Copyright © 2019 Henrietta W. Hay
Some New and Old Friends...
January 12, 2001
I've made some new friends and connected with a couple of old ones this holiday season - the kind I find on the pages of books. My real friends have earned gold stars by bringing good cheer, good soup and a whole stack of mysteries during a virus invasion.
These are multi-colored characters that I have met recently. And the various cultures, which exist in our diverse country, are sometimes not all that different from each other. They all have bad guys and good guys . And when the young women relate to the men in their lives, it doesn't matter too much whether their skin is white or black or red. I do wonder about the color of the alien females that so many of our citizens seem to believe are among us. Guess I'll have to start listening to more late night radio.
One interesting new character is Tamara Hayle, a beautiful African-American woman born and raised in Newark, New Jersey, making her living as a Private Investigator and raising a son by herself. She is the creation of Valerie Wilson Wesley. "Devil Riding" is Wesley's seventh novel, and I enjoyed her description of the middle class African-American experience in a metropolitan city, blended with a well-designed detective story. In this one Tamara heads for Atlantic City looking for a teenage runaway from an influential black family. She gets involved with a group of teen girls and some pretty dirty family secrets, but toughs it out to solve the mystery (of course). This is an author to watch. A mystery in my unread pile is set in Harlem with African-American heroines and villains.
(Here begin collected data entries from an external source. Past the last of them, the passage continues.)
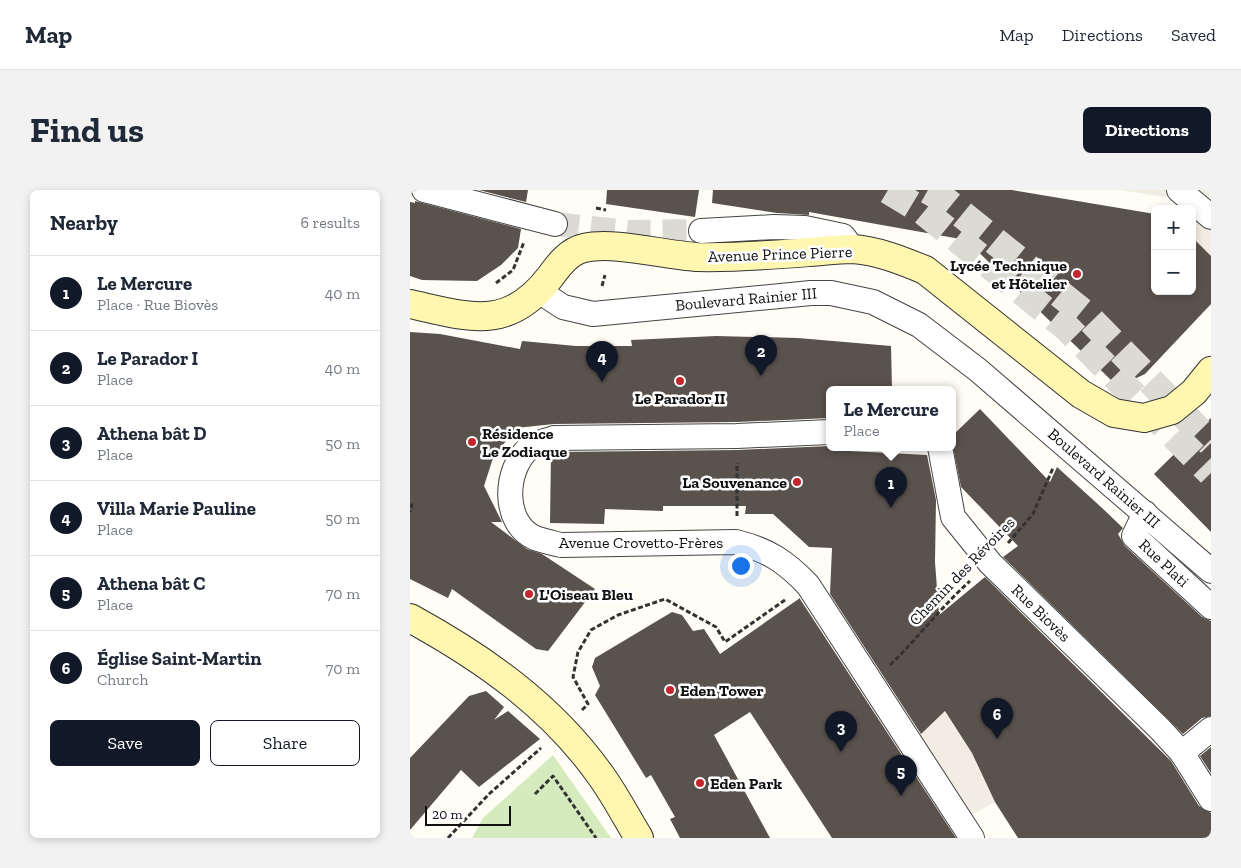 <!DOCTYPE html>
<meta charset="utf-8">
<style>
body{margin:0;font-family:"Zilla Slab",serif;background:#f2f2f3;color:#1f2937}
.controls{position:absolute;right:15px;top:15px;display:grid;overflow:hidden;border-radius:8px;box-shadow:0 2px 8px #0003}
.controls button{width:45px;height:45px;display:grid;place-items:center;padding:0;border:0;border-bottom:1px solid #e0e1e3;background:#fff;color:#1f2937;font:25px sans-serif}
.scale{position:absolute;left:15px;bottom:12px;width:86px;box-sizing:border-box;padding-left:5px;border:2px solid #111;border-top:0;font-size:14px;line-height:18px;white-space:nowrap;color:#111;-webkit-text-stroke:4px #fff;paint-order:stroke}
.you{position:absolute;left:330px;top:375px;width:18px;height:18px;margin:-12px;border:4px solid #fff;border-radius:50%;background:#1a73e8;box-shadow:0 0 0 8px #1a73e833}
.badge{display:grid;place-items:center;width:32px;height:32px;border-radius:50%;background:#111827;color:#fff;font-size:16px;font-weight:700}
.pin{position:absolute;translate:-50% -41px;filter:drop-shadow(0 1px 2px #0008)}
.pin::after{content:'';position:absolute;top:26px;width:18px;height:15px;background:inherit;clip-path:polygon(0 0,100% 0,50% 100%)}
.popup{position:absolute;left:416px;top:196px;width:130px;height:65px;box-sizing:border-box;display:grid;place-content:center;border-radius:8px;background:#fff;filter:drop-shadow(0 1px 4px #0005);font-size:16px;white-space:nowrap;color:#747a83}
.popup b{font-size:19px;color:#1f2937}
.popup::after{content:'';position:absolute;left:50%;top:100%;margin-left:-10px;border:10px solid transparent;border-top-color:#fff}
.list{margin:0;padding:0;list-style:none}
h2{display:flex;justify-content:space-between;align-items:center;height:65px;margin:0;padding:0 20px;font-size:21px}
h2 small{font-size:16px;font-weight:400;color:#747a83}
.list li{display:grid;grid-template-columns:32px 1fr auto;gap:15px;align-items:center;box-sizing:border-box;height:75px;padding:0 20px;border-top:1px solid #e0e1e3}
.list b{display:block;font-size:19px;white-space:nowrap}
.list p{margin:0;font-size:16px;white-space:nowrap;color:#747a83}
.list em{font-size:16px;font-style:normal;color:#747a83}
.actions{display:flex;gap:10px;padding:15px 20px}
.actions a{flex:1;padding:11px 0;border:1px solid #111827;border-radius:8px;text-align:center;font-size:18px;color:#111827}
.actions .main{background:#111827;color:#fff}
.map{position:relative;flex:none;width:801px;height:648px;overflow:hidden;border-radius:8px}
header{display:flex;align-items:center;gap:30px;box-sizing:border-box;height:70px;padding:0 25px;background:#fff;border-bottom:1px solid #e0e1e3}
header strong{font-size:24px}
nav{display:flex;gap:28px;margin-inline-start:auto;font-size:18px}
.intro{display:flex;align-items:center;justify-content:space-between;box-sizing:border-box;height:120px;padding:0 30px}
h1{margin:0;font-size:35px}
.button{padding:12px 22px;border-radius:8px;background:#111827;color:#fff;font-size:18px;font-weight:700}
main{display:flex;gap:30px;padding:0 30px}
aside{flex:1;background:#fff;border-radius:8px;box-shadow:0 2px 8px #0003}
.map>svg:first-child{display:block}
.green{fill:#d5ebbd}
.plaza{fill:#f1ede2}
.building{fill:#5a524d}
.lines{fill:none;stroke-linecap:round;stroke-linejoin:round}
.street-tunnel{stroke:#dbdad3;stroke-width:24;stroke-dasharray:24 12;stroke-linecap:butt}
.primary-tunnel{stroke:#dbdad3;stroke-width:28;stroke-dasharray:28 14;stroke-linecap:butt}
.street-casing{stroke:#444;stroke-width:26}
.secondary-casing{stroke:#333;stroke-width:30}
.path{stroke:#333;stroke-width:3;stroke-dasharray:5 2.5;stroke-linecap:butt}
.street{stroke:#fff;stroke-width:24}
.secondary{stroke:#fff6b0;stroke-width:28}
.poi-dot{fill:#c4262e;stroke:#fff;stroke-width:2}
.labels{text-anchor:middle;dominant-baseline:central;stroke-width:5;stroke-linejoin:round;paint-order:stroke}
.street-label{font-size:16px;fill:#111;stroke:#fff}
.poi-label{font-size:16px;font-weight:bold;fill:#111;stroke:#fff;text-anchor:start}
</style>
<header>
<strong>Map</strong>
<nav><a>Map</a><a>Directions</a><a>Saved</a></nav>
</header>
<div class="intro"><h1>Find us</h1><a class="button">Directions</a></div>
<main>
<aside>
<h2>Nearby<small>6 results</small></h2>
<ul class="list">
<li><span class="badge">1</span><div><b>Le Mercure</b><p>Place · Rue Biovès</p></div><em>40 m</em></li>
<li><span class="badge">2</span><div><b>Le Parador I</b><p>Place</p></div><em>40 m</em></li>
<li><span class="badge">3</span><div><b>Athena bât D</b><p>Place</p></div><em>50 m</em></li>
<li><span class="badge">4</span><div><b>Villa Marie Pauline</b><p>Place</p></div><em>50 m</em></li>
<li><span class="badge">5</span><div><b>Athena bât C</b><p>Place</p></div><em>70 m</em></li>
<li><span class="badge">6</span><div><b>Église Saint-Martin</b><p>Church</p></div><em>70 m</em></li>
</ul>
<div class="actions"><a class="main">Save</a><a>Share</a></div>
</aside>
<div class="map">
<svg width="801" height="648" viewBox="0 0 801 648">
<rect width="100%" height="100%" fill="#fffdf5"/>
<!-- green -->
<polygon class="green" points="143,565 201,648 62,648 73,628"/>
<!-- plaza -->
<g class="plaza">
<polygon points="710,0 796,0 801,4 801,66 782,47 782,19 765,19 767,9"/>
<polygon points="535,521 562,563 585,612 551,631 499,551 512,542"/>
</g>
<!-- building -->
<g class="building">
<polygon points="69,0 118,0 116,12"/>
<polygon points="197,0 289,0 285,27 196,14"/>
<polygon points="303,0 602,0 745,24 745,101 782,101 782,47 801,66 801,114 735,184 720,191 709,193 701,190 556,50 399,22 399,25 367,23 302,13"/>
<polygon points="5,11 111,39 108,58 91,75 67,91 12,90 0,86 0,12 5,13"/>
<polygon points="0,142 30,144 110,159 112,151 166,156 222,156 221,150 306,146 388,148 481,156 482,199 420,199 420,228 327,232 144,234 106,238 83,268 74,296 92,332 81,332 117,359 132,364 185,399 138,461 126,459 42,399 38,408 0,389"/>
<polygon points="570,219 640,292 647,277 691,317 713,338 708,344 715,356 792,427 801,431 801,526 792,528 773,544 593,367 608,356 551,297 542,252 542,246"/>
<polygon points="801,228 801,342 744,284"/>
<polygon points="420,256 420,260 517,265 526,310 525,372 529,425 575,387 761,571 789,616 801,623 801,648 608,648 585,612 562,563 535,521 511,544 420,404 422,358 399,357 363,324 335,324 336,316 253,316 253,321 195,319 194,334 140,333 141,263 146,262 327,260"/>
<polygon points="390,408 390,409 546,648 422,648 340,522 304,545 360,648 270,648 260,629 265,627 241,585 236,588 185,505 190,496 182,477 185,468 262,422 272,425 283,441 294,439 310,464"/>
<polygon points="76,501 94,517 84,530 98,521 130,549 69,597 51,580 0,640 0,568 59,506"/>
<polygon points="801,557 801,583 790,566"/>
</g>
<g class="lines">
<!-- street-tunnel -->
<polyline class="street-tunnel" points="145,34 218,42 291,41"/>
<!-- primary-tunnel -->
<g class="primary-tunnel">
<polyline points="478,0 513,21 657,138 801,283"/>
<polyline points="518,0 532,8 676,125 801,253"/>
</g>
<defs>
<g id="street">
<polyline points="14,0 145,34"/>
<polyline points="769,0 801,27"/>
<polyline points="291,41 364,37 395,38 433,46 443,59"/>
<polyline points="129,101 153,117 183,124 401,103 421,103 463,112 509,135 568,180 801,381"/>
<path d="M420,242L327,246L144,248C136,251 125,253 119,258C94,280 92,333 125,348C133,351 143,353 151,355L326,352C358,360 375,371 398,395L562,648"/>
<polyline points="530,257 543,327 580,373 750,539 772,563 801,609"/>
<polyline points="735,323 724,346 801,417"/>
<polyline points="772,563 801,539"/>
</g>
<g id="secondary">
<path d="M0,114C59,127 98,142 140,87C148,76 159,61 174,58C205,51 253,65 287,67C325,68 362,65 400,62C414,61 428,59 442,59C466,60 493,71 515,80L671,204L704,223L734,228L762,220L784,202L801,181"/>
<path d="M0,428C73,468 140,515 189,583C204,603 216,627 229,648"/>
</g>
</defs>
<!-- street casing -->
<use href="#street" class="street-casing"/>
<!-- secondary casing -->
<use href="#secondary" class="secondary-casing"/>
<!-- path -->
<g class="path">
<polyline points="186,18 196,20"/>
<polyline points="86,93 103,80 114,52"/>
<polyline points="192,96 195,85"/>
<polyline points="540,199 541,198"/>
<polyline points="0,315 2,315 0,322"/>
<polyline points="327,326 327,273"/>
<polyline points="598,353 623,324 643,278"/>
<path d="M480,475C508,448 531,417 560,391"/>
<polyline points="172,520 178,514 163,487 168,462 181,440 208,425 255,409 306,437 315,452 375,410"/>
<polyline points="125,604 143,586 186,648"/>
<polyline points="38,648 79,604 131,558"/>
</g>
<!-- street -->
<use href="#street" class="street"/>
<!-- secondary -->
<use href="#secondary" class="secondary"/>
</g>
<!-- markers -->
<g class="poi-dot">
<circle cx="667" cy="84" r="5"/>
<circle cx="270" cy="191" r="5"/>
<circle cx="62" cy="252" r="5"/>
<circle cx="387" cy="292" r="5"/>
<circle cx="119" cy="404" r="5"/>
<circle cx="260" cy="500" r="5"/>
<circle cx="290" cy="593" r="5"/>
</g>
<g class="labels">
<!-- street labels -->
<g class="street-label">
<text transform="translate(370 64) rotate(-2)">Avenue Prince Pierre</text>
<text transform="translate(336 109) rotate(-5)">Boulevard Rainier III</text>
<text transform="translate(694 288) rotate(41)">Boulevard Rainier III</text>
<text x="231" y="352">Avenue Crovetto-Frères</text>
<text transform="translate(754 373) rotate(43)">Rue Plati</text>
<text transform="translate(552 381) rotate(-46)">Chemin des Révoires</text>
<text transform="translate(631 423) rotate(44)">Rue Biovès</text>
</g>
<!-- poi labels -->
<g class="poi-label">
<text x="657" y="75" text-anchor="end">Lycée Technique<tspan x="657" dy="18">et Hôtelier</tspan></text>
<text x="270" y="208" text-anchor="middle">Le Parador II</text>
<text x="72" y="243">Résidence<tspan x="72" dy="18">Le Zodiaque</tspan></text>
<text x="377" y="292" text-anchor="end">La Souvenance</text>
<text x="129" y="404">L'Oiseau Bleu</text>
<text x="270" y="500">Eden Tower</text>
<text x="300" y="593">Eden Park</text>
</g>
</g>
</svg>
<div class="controls">
<button>+</button>
<button>−</button>
</div>
<div class="scale">20 m</div>
<div class="you"></div>
<div class="pin badge" style="left:481px;top:318px">1</div>
<div class="popup"><b>Le Mercure</b>Place</div>
<div class="pin badge" style="left:351px;top:186px">2</div>
<div class="pin badge" style="left:431px;top:562px">3</div>
<div class="pin badge" style="left:192px;top:192px">4</div>
<div class="pin badge" style="left:491px;top:606px">5</div>
<div class="pin badge" style="left:587px;top:549px">6</div>
</div>
</main>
It is Grace F. Edwards' "Do or Die," and looks interesting.
Another new heroine has copper colored skin. In "Redbird's Cry," Jean Hagar has created Molly Bearpaw, an investigator for the Native American Advocacy League in the Cherokee Nation of Oklahoma. Like Tamara, Molly is a single working woman. She does not have children but does have an oversized golden retriever named Homer. She also has an elderly widowed landlord who keeps a fatherly eye on her, and reminds me of V. I. Warshawski's friend, Mr. Contreras. The bitter conflict between members of the Cherokee Nation and the True Echota Band sets up the plot, from wise elders coping with contemporary life to renegade youngsters ignoring ancient tribal traditions. Hmmm. That has a familiar ring.
An old friend, Vicky Holden is back in Margaret Coel's new adventure, "The Spirit Woman." Like Molly Bearpaw, Vicky is a beautiful young woman who has copper colored skin, but her home is far from the Cherokees. She is an attorney for the in Arapaho tribe in Wyoming.
Vicky and Father John O'Malley, the priest who serves the tribe, investigate the disappearance of a history professor who was visiting the Wind River Reservation. The question centers around the real Shoshone Indian, Sacajawea. When did she die? Where is she buried? And were her memoirs really destroyed? This is one of Coel's best.
Tony Hillerman writes that Coel's mysteries, "shouldn't be missed by anyone interested in either new trends in mystery writing or contemporary Indian culture. She's a master at both."
A heroine with white skin turned out to be the perfect light weight read for someone with a runny nose and no energy. Elizabeth MacPherson is back in
"The PMS Outlaws," by Sharyn McCrumb. Elizabeth, a forensic anthropologist and amateur sleuth, spends most of this volume in a hospital fighting depression brought on by her husband's death. She learns that insanity is liberating from polite hypocrisy, enabling a "crazy lady" to comment that "Anorexia is not a disease; it's a career move." Actually there are several plots going at once, including one involving her brother Bill and his law partner A. P. Hill (don't ever call her Amy). One story line involves hunting down the PMS Outlaws, an escaped convict and her fugitive attorney, two women on a gender-rage rampage through Appalachia who delight in tricking men out of their clothes and wallets. It is not as good as some of McCrumb's mysteries, but it is light and frivolous and a lot of fun.
I may get around to serious reading some day, but for now I'm quite content sitting back and relaxing with a good mystery.